I wonder now how we managed to share that one small bathroom. I don't recall any major conflicts as we "took turns" in the bathroom on school mornings.

I know that we didn't take baths in the mornings. That was reserved for nighttimes or weekends.

My dad was first in line because he left the house ahead of the rest of us. He had usually shaved and left for work before the rest of us got up.

My sister and I both had to brush our teeth and wash up at the one sink and so did my older brother. During my school years, my younger brother was home with my mother because he was a late in life baby. He was the only one of us born in the old homeplace.

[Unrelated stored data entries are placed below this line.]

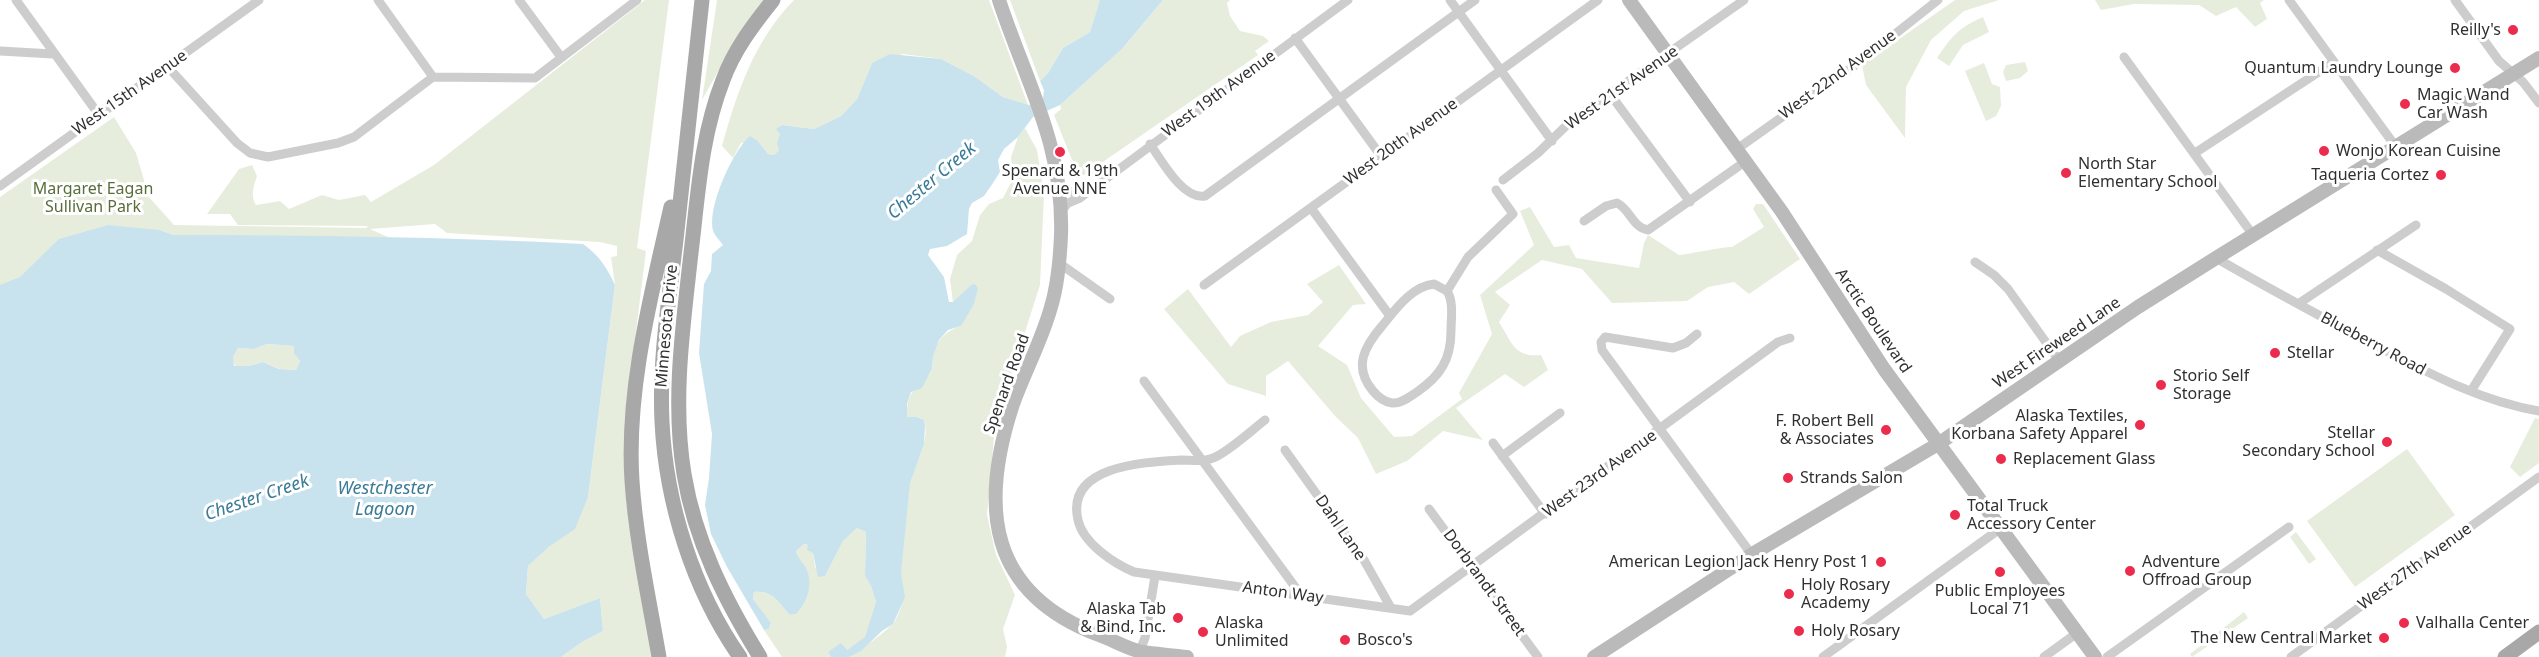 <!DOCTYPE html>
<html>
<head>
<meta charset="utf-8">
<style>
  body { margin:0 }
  canvas { display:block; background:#fff }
</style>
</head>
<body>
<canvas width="2539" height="657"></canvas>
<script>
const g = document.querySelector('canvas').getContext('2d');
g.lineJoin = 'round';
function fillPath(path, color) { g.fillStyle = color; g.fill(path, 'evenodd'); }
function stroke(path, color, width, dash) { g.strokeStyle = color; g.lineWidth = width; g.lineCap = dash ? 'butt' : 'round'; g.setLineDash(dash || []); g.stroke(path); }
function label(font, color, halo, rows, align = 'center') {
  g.font = font + ' "Noto Sans",sans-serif'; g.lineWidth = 6; g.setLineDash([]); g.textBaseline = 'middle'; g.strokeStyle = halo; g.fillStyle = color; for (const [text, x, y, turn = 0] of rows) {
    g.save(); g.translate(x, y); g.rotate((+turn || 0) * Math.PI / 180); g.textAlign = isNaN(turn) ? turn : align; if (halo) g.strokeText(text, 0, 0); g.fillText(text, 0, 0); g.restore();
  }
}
fillPath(new Path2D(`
  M645 0H669L637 248 646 251 626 411 651 657H561L582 642 603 631 600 598 544 619 526 594 528 566 550 546 588 497 615 285 611 257 617 256V246L600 242 447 233 435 224 370 229 408 246 0 298V197L114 117 136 153 149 197 174 225 366 228 368 226 238 225 230 214H207L239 169 252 165 257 176C254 185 250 196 256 205L280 201 289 209 322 195 339 200 365 195 371 202 434 165Z
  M717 0H765L739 34 702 100Z
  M794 0H989L1028 105 1003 97 974 76 941 59 903 54 872 63 857 99 841 116 814 129 782 125 777 129 780 134 779 150 774 155 768 154 758 141 741 143 733 158 722 146C737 92 754 41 794 0Z
  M1010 0H1108L1098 7 1090 32 1063 48 1048 73 1040 81Z
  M1163 0H1230L1227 3 1230 16 1240 31 1263 36 1269 41 1255 51 1258 55 1081 177 1077 163 1072 160 1054 115 1061 109 1060 105 1125 46Z
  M1955 0H1999L1964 11 1931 40 1906 87 1905 138 1866 85 1862 65Z
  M2095 0H2264L2260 3 2267 19 2255 27 2236 7 2216 16 2199 5 2134 4 2101 10Z
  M1983 17 1989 32 1963 45 1949 66 1937 58C1952 36 1958 28 1983 17Z
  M2025 62 2028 71 2020 78 2006 81 2003 72 2006 65Z
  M1984 63 1992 84 2000 87 2001 106 1996 116 1986 121 1965 71Z
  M1025 128 1037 150 1044 194 1040 285 995 426 987 515 996 555 1015 595 1003 629 1007 647 1005 657H849C857 653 891 628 895 621 907 597 901 597 901 573 901 545 905 514 909 486 913 464 931 443 924 420L917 417H907C906 382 924 390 932 369 933 365 932 359 933 355 937 339 946 331 961 326L971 285 953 303 950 279 957 255 972 241 980 215 989 204 1003 198 1013 179 1011 157 1018 137Z
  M1756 204H1763L1800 259 1749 294 1734 282 1708 287 1687 301 1612 303 1582 269 1542 260 1495 292 1510 305 1499 322C1512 342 1514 358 1541 355L1548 370 1524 387 1505 374 1456 408 1483 440 1443 431 1407 461 1376 474 1358 438 1335 416 1288 361 1266 376V396L1228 384 1164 309 1188 289 1231 347 1240 336 1271 322 1308 315 1323 302 1307 284 1339 265 1366 304 1353 305 1318 346 1347 365 1361 398 1394 437 1412 436 1462 399 1459 393 1492 334 1480 295 1534 245 1520 211 1530 207 1554 247 1569 245 1576 258 1639 268 1644 243 1648 235 1679 255C1689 254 1726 246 1732 247L1764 227 1753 209Z
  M267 344 294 346 300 361 296 370 280 369 263 362 249 366H235L232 357 238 348 254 349Z
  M2535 418 2539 419V463L2520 477 2510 467Z
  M2407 449 2455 515 2355 587 2307 521Z
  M857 528 866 532 865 576 871 586 876 602 866 637 847 650 836 649 828 652 831 657H782L764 630 769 629 771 624 753 599 754 592C774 590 778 603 790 615L796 614 806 569 798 559 796 551 804 544 808 545 813 552 815 567 825 576 843 541Z
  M2296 532 2316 559 2309 564 2290 537Z
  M2244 612 2248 618 2192 657 2190 654Z`), '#e7eddd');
fillPath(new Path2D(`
  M1100 0H1163L1123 48 1060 105 1033 117 1018 137 1004 149 998 160 1000 172 993 183 984 196 972 203 969 209 967 234 947 246 930 249 928 255 944 277 949 302H953L971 285 975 284 978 288 974 304 961 326 948 330 939 340 933 356 932 369 922 388 911 392 907 404V417H917L924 420 925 426 924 444 910 483 901 573 905 597 893 624 882 631 861 651 849 657H831L828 652 841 643 847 650 865 637 876 602 871 586 865 576 866 532 857 528 843 541 825 576 818 577 813 553 807 550 808 545 804 544 796 551C798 559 802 561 806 568 814 585 807 602 796 614L790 615C778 603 774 590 754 592L753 599 771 623 769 629 764 630 727 567 711 534 705 505 709 478 712 434 699 353 704 284 711 271 712 254 723 245C720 241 716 237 714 233 705 211 733 150 750 136L758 141 768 154 774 155 779 150 777 143 780 134 776 129 782 125 814 129 841 116 857 99 872 63 890 54 941 59 974 76 1003 97 1029 105 1043 98 1044 90 1040 81 1048 73 1063 48 1090 32Z
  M108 225 159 230 173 235C310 235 446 237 583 244 599 255 607 268 615 285L588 497 575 529 550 546 528 566 526 594 544 619 600 598 603 631 582 642 561 657H0V285L20 277 59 239ZM267 344 294 346V353L300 361 296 370 279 369 263 362 249 366H234L233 357 238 348 254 349Z`), '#c9e3ee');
stroke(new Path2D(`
  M16 0 99 115
  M378 0 433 77
  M519 0 561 57
  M1450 0 1552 141
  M2289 0 2396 147
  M2455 0 2499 61 2523 82 2539 103
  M1295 38 1381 156
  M0 51 53 54
  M2124 57 2253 235
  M168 67 237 143 250 153 268 157 338 143 354 137 433 77
  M433 77 535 78 637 0
  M1610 94 1690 202
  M1150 144C1162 161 1183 200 1205 196L1475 0
  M1737 149 1861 61 1938 0
  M2195 153 2334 62
  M1503 180 1538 153 1570 122 1744 0
  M0 186 259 0
  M1059 186 1071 192 1088 189
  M1311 208 1390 316
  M1060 213 1068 203 1080 198 1348 0
  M1584 221 1606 206 1617 203C1630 209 1633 228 1648 230L1746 161
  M2377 250 2446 289 2510 329 2471 391
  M2216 258C2266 287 2318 315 2369 342 2423 370 2478 401 2539 411
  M1975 262 1994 275 2008 289 2060 362
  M1059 263 1110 299
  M1434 284 1447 291C1454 302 1451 318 1451 331 1451 360 1440 376 1417 392 1409 397 1401 404 1392 403 1384 402 1378 397 1373 391 1353 367 1364 347 1382 326 1395 310 1412 286 1434 284Z
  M1204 285 1598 0
  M1447 291 1468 257 1513 214 1496 190
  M2298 304 2416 225
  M1697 334 1686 343 1673 348 1605 337 1601 342 1602 350 1752 555
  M1144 381 1301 595
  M1265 420C1252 430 1227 453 1213 458 1205 462 1191 460 1181 460 1146 462 1065 465 1078 520 1083 543 1113 563 1134 572L1410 611 1778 342 1790 338
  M1493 443 1545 514
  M1285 450 1364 560 1391 608
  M1502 456 1560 413
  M1429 509 1538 657
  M1138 655 1145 638 1155 576
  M1823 657 2001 528
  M2044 657 2077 633
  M2107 657 2289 527
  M2291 657 2539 477`), '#cdcdcd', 9);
stroke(new Path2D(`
  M999 0C1026 82 1064 145 1061 235 1060 259 1058 284 1051 307 1042 340 1025 371 1013 404 979 507 988 593 1099 635 1113 640 1128 649 1142 652 1156 654 1172 655 1187 657
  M1629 0 1782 212 1884 369 2095 657
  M1594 657 1754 553 1938 444 2138 307 2216 258 2539 58`), '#bababa', 14);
stroke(new Path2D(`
  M702 0C693 80 684 160 676 240 669 300 659 361 662 422 666 503 693 590 740 657
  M659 657C649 599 636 540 632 481 626 390 651 296 671 207
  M760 657C725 600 695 541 684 474 672 401 683 326 691 253 698 195 701 136 723 80 734 50 753 25 773 0
  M2505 657 2539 632`), '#a8a8a8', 15);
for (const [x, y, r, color] of [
  [2513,30,6,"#ec2c4d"],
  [2455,68,6,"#ec2c4d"],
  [2405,104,6,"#ec2c4d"],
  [2324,151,6,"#ec2c4d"],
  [1060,152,6,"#ec2c4d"],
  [2066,173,6,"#ec2c4d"],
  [2441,175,6,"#ec2c4d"],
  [2275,353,6,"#ec2c4d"],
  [2161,385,6,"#ec2c4d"],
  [2140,425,6,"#ec2c4d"],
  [1886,430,6,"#ec2c4d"],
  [2387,442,6,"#ec2c4d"],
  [2001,459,6,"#ec2c4d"],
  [1788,478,6,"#ec2c4d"],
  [1955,515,6,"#ec2c4d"],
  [1881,562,6,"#ec2c4d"],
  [2130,571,6,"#ec2c4d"],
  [2000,572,6,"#ec2c4d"],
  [1789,594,6,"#ec2c4d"],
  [1178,618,6,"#ec2c4d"],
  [2404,623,6,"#ec2c4d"],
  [1799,631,6,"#ec2c4d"],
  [1203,632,6,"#ec2c4d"],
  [2384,638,6,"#ec2c4d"],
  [1345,640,6,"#ec2c4d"]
]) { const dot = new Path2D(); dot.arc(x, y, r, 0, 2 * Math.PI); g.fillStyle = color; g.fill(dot); stroke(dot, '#fff', 2); }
label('16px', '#303030', '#fff', [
  ["Reilly's",2501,30,"right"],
  ["Quantum Laundry Lounge",2443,68,"right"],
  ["Magic Wand",2417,95],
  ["Car Wash",2417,113],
  ["Wonjo Korean Cuisine",2336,151],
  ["North Star",2078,164],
  ["Elementary School",2078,182],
  ["Spenard & 19th",1060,171,"center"],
  ["Avenue NNE",1060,189,"center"],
  ["Taqueria Cortez",2429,175,"right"],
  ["Stellar",2287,353],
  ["Storio Self",2173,376],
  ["Storage",2173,394],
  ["Alaska Textiles,",2128,416,"right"],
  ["Korbana Safety Apparel",2128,434,"right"],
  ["F. Robert Bell",1874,421,"right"],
  ["& Associates",1874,439,"right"],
  ["Stellar",2375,433,"right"],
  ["Secondary School",2375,451,"right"],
  ["Replacement Glass",2013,459],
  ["Strands Salon",1800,478],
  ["Total Truck",1967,506],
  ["Accessory Center",1967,524],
  ["American Legion Jack Henry Post 1",1869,562,"right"],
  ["Adventure",2142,562],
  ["Offroad Group",2142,580],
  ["Holy Rosary",1801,585],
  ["Academy",1801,603],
  ["Public Employees",2000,591,"center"],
  ["Local 71",2000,609,"center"],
  ["Alaska Tab",1166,609,"right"],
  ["& Bind, Inc.",1166,627,"right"],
  ["Alaska",1215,623],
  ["Unlimited",1215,641],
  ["Valhalla Center",2416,623],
  ["Holy Rosary",1811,631],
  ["The New Central Market",2372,638,"right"],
  ["Bosco's",1357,640]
], 'left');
label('16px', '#303030', '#fff', [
  ["West 22nd Avenue",1838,75,-36],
  ["West 21st Avenue",1622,88,-35],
  ["West 15th Avenue",130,93,-35],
  ["West 19th Avenue",1219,94,-36],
  ["West 20th Avenue",1401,142,-36],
  ["Arctic Boulevard",1873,321,56],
  ["Minnesota Drive",667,326,-85],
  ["West Fireweed Lane",2057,343,-34],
  ["Blueberry Road",2373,344,28],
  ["Spenard Road",1007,384,-70],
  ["West 23rd Avenue",1600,474,-36],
  ["Dahl Lane",1340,528,55],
  ["West 27th Avenue",2415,567,-36],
  ["Dorbrandt Street",1484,583,54],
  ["Anton Way",1283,593,8]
]);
label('16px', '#576e3b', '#fff', [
  ["Margaret Eagan",93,189],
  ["Sullivan Park",93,207]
]);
label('italic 18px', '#3a7b96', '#fff', [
  ["Chester Creek",932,181,-40],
  ["Westchester",385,489],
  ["Lagoon",385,510],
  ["Chester Creek",257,498,-19]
]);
</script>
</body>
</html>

My sister and I shared a double bed in the back bedroom. My older brother slept on a half bed in the corner. Mom and dad and my younger brother shared the other bedroom.

There was a big gas furnace in the front room. Sometimes in the winter when our bedroom was so cold, my sister and I would grab our clothes and dress in the front room by the warmth of the furnace. Our bedroom was always cold and our bed coverings heavy. Sometimes mom piled so many heavy quilts on the bed that we could hardly turn over during the night.

There were five rooms in the house, including a dining room.

The crown molding and the baseboards in the living room and dining room were wide, probably six inches wide. An opening between the front room and dining room was also framed with wide facing.

The kitchen was small, but there was a food pantry, the size of a small closet. There, my mother stacked her canned goods, and non perishables. Often stored there would be unshelled pecans, towsacks of them that had fallen from our two pecan trees.

We lived on a gravel road, heavily traveled because it was a direct route to Brown Shoe Company where many townspeople worked. The shoe factory has been closed for many years, due to business being shipped overseas.

Dust was usually flying through the air during the daylight hours, settling into the small homes that lined the busy road.

We were kept busy fighting the dust and dirt that settled onto tables, furniture, floors and everywhere.

The dust rag and straw broom got a daily workout.

We had one black and white television set, a console record player and radio for entertainment.

Also we had games, like checkers, Monopoly, dominoes, and cards. As youngsters, after dark we would sometimes go outside and play hide and seek, kick the can, or keep out of the ditch.

Later on, my brothers had a makeshift basketball court where they shot baskets.

There was one black rotary telephone that sat on a table in the front room.

Actually, the phone wasn't used that much. It sat silent most of the time.

Mom was always uncomfortable dialing the phone and would ask me to dial a number for her. I don't think she got comfortable with a phone until after all the kids grew up and left home.

Can we ever really go home again?

I don't think so. Sometimes I drive past the old homeplace and I get melancholy when I remember. Time has taken its toll on the place I called home. It isn't the same.

But it could never be the same, not with mom and dad gone.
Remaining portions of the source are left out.